**EXERCISE REQUIREMENTS:**
From the listing below, copy out every line where the word "lineWidth" appears.

**DATA:**
Content starts

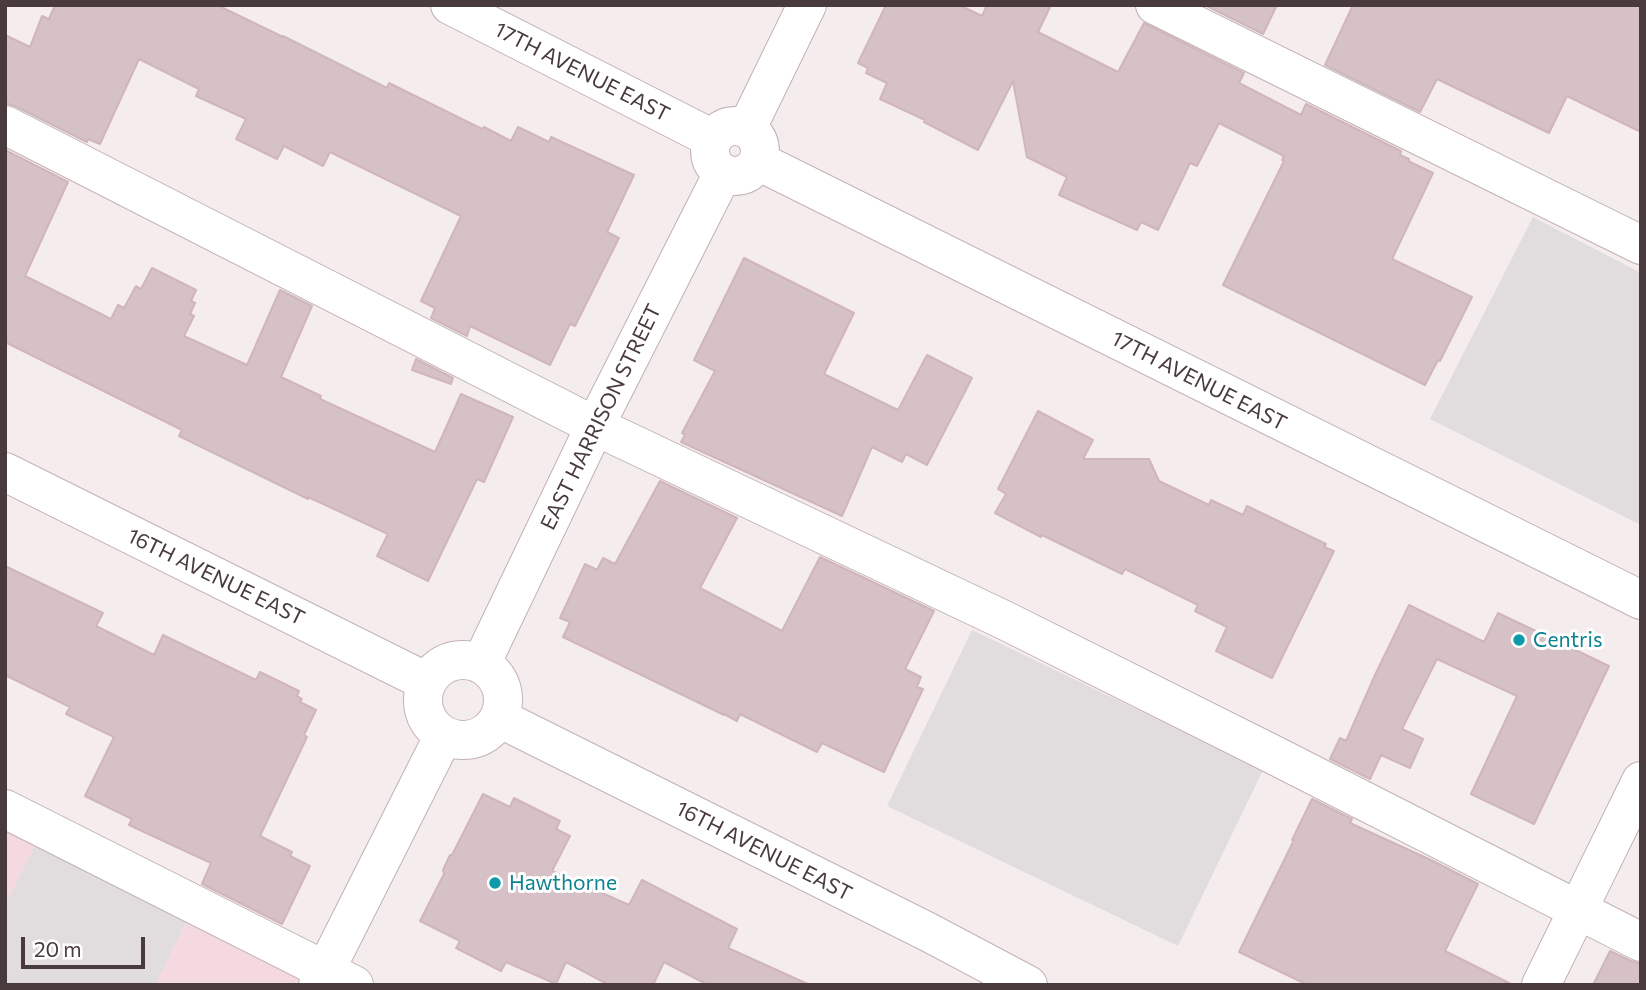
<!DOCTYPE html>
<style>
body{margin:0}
#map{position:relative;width:1646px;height:990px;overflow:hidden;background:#f5eced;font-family:Commissioner,sans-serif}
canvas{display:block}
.frame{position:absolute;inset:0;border:7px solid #493a3d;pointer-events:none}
.scale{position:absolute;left:21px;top:937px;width:124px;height:32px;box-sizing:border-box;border:4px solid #493a3d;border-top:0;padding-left:9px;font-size:21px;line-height:24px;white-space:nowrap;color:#493a3d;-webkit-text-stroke:5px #fff;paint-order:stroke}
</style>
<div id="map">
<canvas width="1646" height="990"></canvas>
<div class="frame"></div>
<div class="scale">20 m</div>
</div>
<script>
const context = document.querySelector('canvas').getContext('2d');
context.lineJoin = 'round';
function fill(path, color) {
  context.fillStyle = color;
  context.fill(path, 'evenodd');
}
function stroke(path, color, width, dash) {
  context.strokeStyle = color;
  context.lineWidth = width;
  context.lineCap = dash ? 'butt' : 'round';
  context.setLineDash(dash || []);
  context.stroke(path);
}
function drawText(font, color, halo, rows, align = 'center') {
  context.font = font + ' Commissioner,sans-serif';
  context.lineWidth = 6;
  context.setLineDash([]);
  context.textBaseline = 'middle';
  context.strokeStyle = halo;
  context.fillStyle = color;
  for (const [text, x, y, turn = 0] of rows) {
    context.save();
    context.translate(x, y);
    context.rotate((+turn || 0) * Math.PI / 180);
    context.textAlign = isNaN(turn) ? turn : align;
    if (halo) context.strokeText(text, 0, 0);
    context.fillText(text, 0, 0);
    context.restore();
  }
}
const commercial = new Path2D(`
 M5 819 331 985H5Z`);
const parking = new Path2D(`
 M1533 217 1641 273V525L1430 419Z
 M972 630 1263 770 1178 946 887 806Z
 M36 844 187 919 155 985H5V906Z`);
const building = new Path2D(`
 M55 5H217L283 37V36L387 88 389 83 482 129 484 127 511 141 518 127 549 142 551 137 634 175 607 232 619 238 575 326 570 324 550 365 470 326 467 336 431 318 435 308 421 301 461 216 330 152 323 166 284 146 277 159 236 139 246 119 196 96 199 89 139 59 100 144 88 139 87 142 15 106 5 103V35L30 47 42 16 49 19Z
 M886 5H959L982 16 987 5H1051L1038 32 1118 72 1144 23 1244 73 1239 83 1301 115 1306 104 1401 151 1400 155 1409 159 1408 161 1433 173 1392 259 1472 297 1440 361 1438 360 1425 385 1223 285 1284 161 1282 160 1284 156 1219 123 1197 166 1190 163 1158 230 1141 222 1137 230 1059 195 1067 177 1027 157 1013 81 978 150 924 122 925 120 880 99 887 83 866 73 868 68 858 63Z
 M1205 5H1277L1263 34Z
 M1353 5H1641V132L1567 96 1549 133 1437 79 1420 112 1325 65Z
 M5 150 68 182 25 276 111 319 118 305 124 308 136 286 141 289 152 268 196 290 191 301 195 303 190 314 194 316 184 336 247 365 280 290 312 306 281 377 321 396 320 399 435 452 461 394 513 417 484 482 477 479 428 581 377 556 388 534 308 497V499L179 436 182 430 5 342Z
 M744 258 854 313 824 374 898 410 927 355 972 378 927 465 906 454 902 462 872 447 842 516 681 442 685 435 682 433 715 371 694 360Z
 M416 359 453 378 451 384 412 370Z
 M1038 411 1093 440 1083 459H1149L1159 481 1209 505 1211 500 1243 515 1247 506 1326 544 1324 547 1334 551 1272 678 1216 651 1227 627 1195 611 1198 605 1125 569 1122 574 1042 535 1041 537 995 513 1006 494 998 489Z
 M660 481 737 518 700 588 782 631 820 557 934 611 905 669 921 677 917 687 923 689 884 772 822 743 817 752 740 714 737 721 724 714V715L563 637 570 622 560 618 585 564 597 570 603 558 615 564Z
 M5 566 103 613 96 626 154 655 163 635 256 680 260 672 299 691 297 696 302 699 300 702 316 710 304 735 307 737 260 836 292 852 290 856 310 866 282 924 202 884 211 863 129 825 132 819 85 796 114 737 66 714 70 707 5 675Z
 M1409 605 1484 642 1498 613 1609 666 1534 824 1471 794 1517 696 1437 659 1402 729 1423 739 1410 768 1381 755 1370 779 1330 759 1340 738 1346 741 1375 675Z
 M483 794 510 807 514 798 560 821 556 829 570 836 552 871 629 905 642 880 737 929 728 948 810 985H708L664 962 653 985H609L566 962 556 984 506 962 501 971 456 948 460 941 420 921 444 874 443 870 450 855H452Z
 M1312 799 1352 819 1350 823 1433 861 1478 884 1445 951 1513 985H1308L1239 952 1294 840H1292Z
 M1610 951 1631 961 1641 964V985H1593Z`);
const minor = new Path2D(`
 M450 5 713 139
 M1155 5 1641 245
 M5 125 595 426 1004 620 1272 754 1641 942
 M710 151a25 25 0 1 1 50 0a25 25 0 1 1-50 0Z
 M747 128 807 5
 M758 161 1641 600
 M5 472 427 682
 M423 700a40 40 0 1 1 80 0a40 40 0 1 1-80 0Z
 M481 664 595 426 723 173
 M499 718 928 932 1028 985
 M5 809 354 985
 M318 985 444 735
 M1541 985 1641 781`);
const markers = [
 [1519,640,7,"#0f9aa8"],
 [495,883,7,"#0f9aa8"]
];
const streetNames = [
 ["17TH AVENUE EAST",582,72,27],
 ["17TH AVENUE EAST",1199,381,27],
 ["EAST HARRISON STREET",601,417,-64],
 ["16TH AVENUE EAST",216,577,26],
 ["16TH AVENUE EAST",764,851,27]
];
const cultureNames = [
 ["Centris",1533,640],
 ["Hawthorne",509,883]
];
fill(commercial, '#f4dae0');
fill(parking, '#e1dcdd');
fill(building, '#d6c2c6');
stroke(building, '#d0b6bb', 2);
stroke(minor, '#c3b2b4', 40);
stroke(minor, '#fff', 38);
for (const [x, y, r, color] of markers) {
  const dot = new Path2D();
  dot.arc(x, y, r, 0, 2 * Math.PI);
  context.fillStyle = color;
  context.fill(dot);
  stroke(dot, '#fff', 2.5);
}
drawText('21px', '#493a3d', '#fff', streetNames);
drawText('21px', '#0d838f', '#fff', cultureNames, 'left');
</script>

Content ends

**ANSWER FOR THE TASK:**
  context.lineWidth = width;
  context.lineWidth = 6;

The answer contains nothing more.